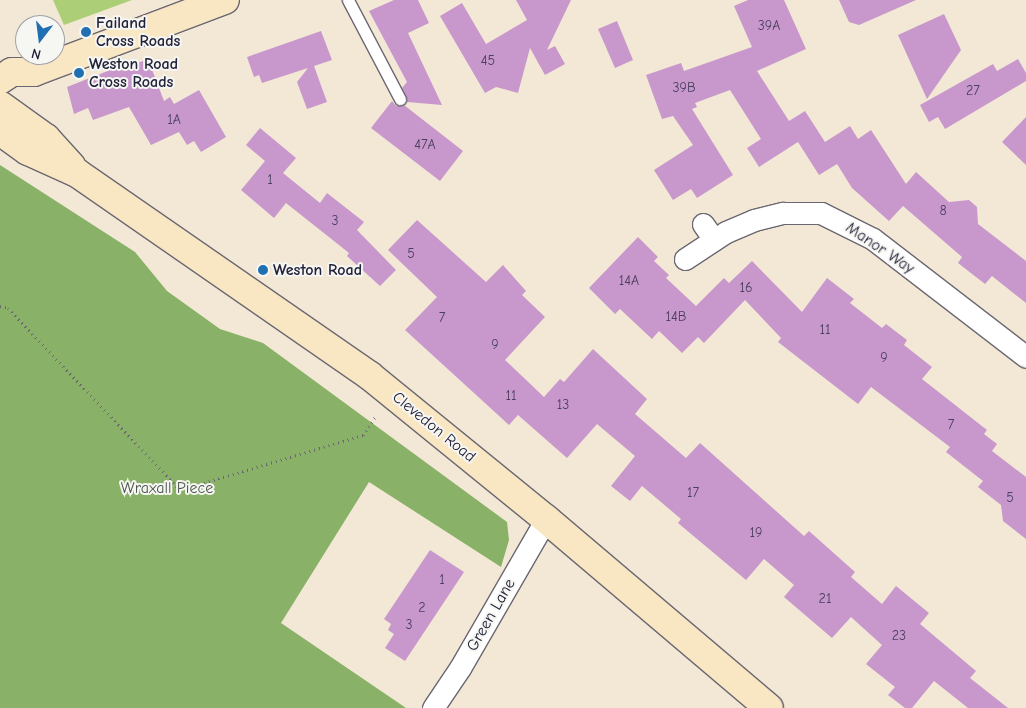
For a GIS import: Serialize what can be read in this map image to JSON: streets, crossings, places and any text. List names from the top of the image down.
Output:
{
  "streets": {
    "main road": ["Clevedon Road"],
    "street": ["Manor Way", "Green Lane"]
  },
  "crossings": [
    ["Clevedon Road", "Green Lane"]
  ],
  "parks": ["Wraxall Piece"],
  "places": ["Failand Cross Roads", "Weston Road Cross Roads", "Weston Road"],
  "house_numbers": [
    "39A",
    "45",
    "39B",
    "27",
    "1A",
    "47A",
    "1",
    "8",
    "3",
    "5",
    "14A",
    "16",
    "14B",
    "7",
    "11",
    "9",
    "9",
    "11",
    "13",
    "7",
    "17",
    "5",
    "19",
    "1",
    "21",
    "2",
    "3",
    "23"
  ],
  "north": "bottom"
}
........
The task
Although the entries contain pictures, copy everything else in them exactly.

Solution to this task
For a GIS import: Serialize what can be read in this map image to JSON: streets, crossings, places and any text. List names from the top of the image down.
Output:
{
  "streets": {
    "main road": ["Clevedon Road"],
    "street": ["Manor Way", "Green Lane"]
  },
  "crossings": [
    ["Clevedon Road", "Green Lane"]
  ],
  "parks": ["Wraxall Piece"],
  "places": ["Failand Cross Roads", "Weston Road Cross Roads", "Weston Road"],
  "house_numbers": [
    "39A",
    "45",
    "39B",
    "27",
    "1A",
    "47A",
    "1",
    "8",
    "3",
    "5",
    "14A",
    "16",
    "14B",
    "7",
    "11",
    "9",
    "9",
    "11",
    "13",
    "7",
    "17",
    "5",
    "19",
    "1",
    "21",
    "2",
    "3",
    "23"
  ],
  "north": "bottom"
}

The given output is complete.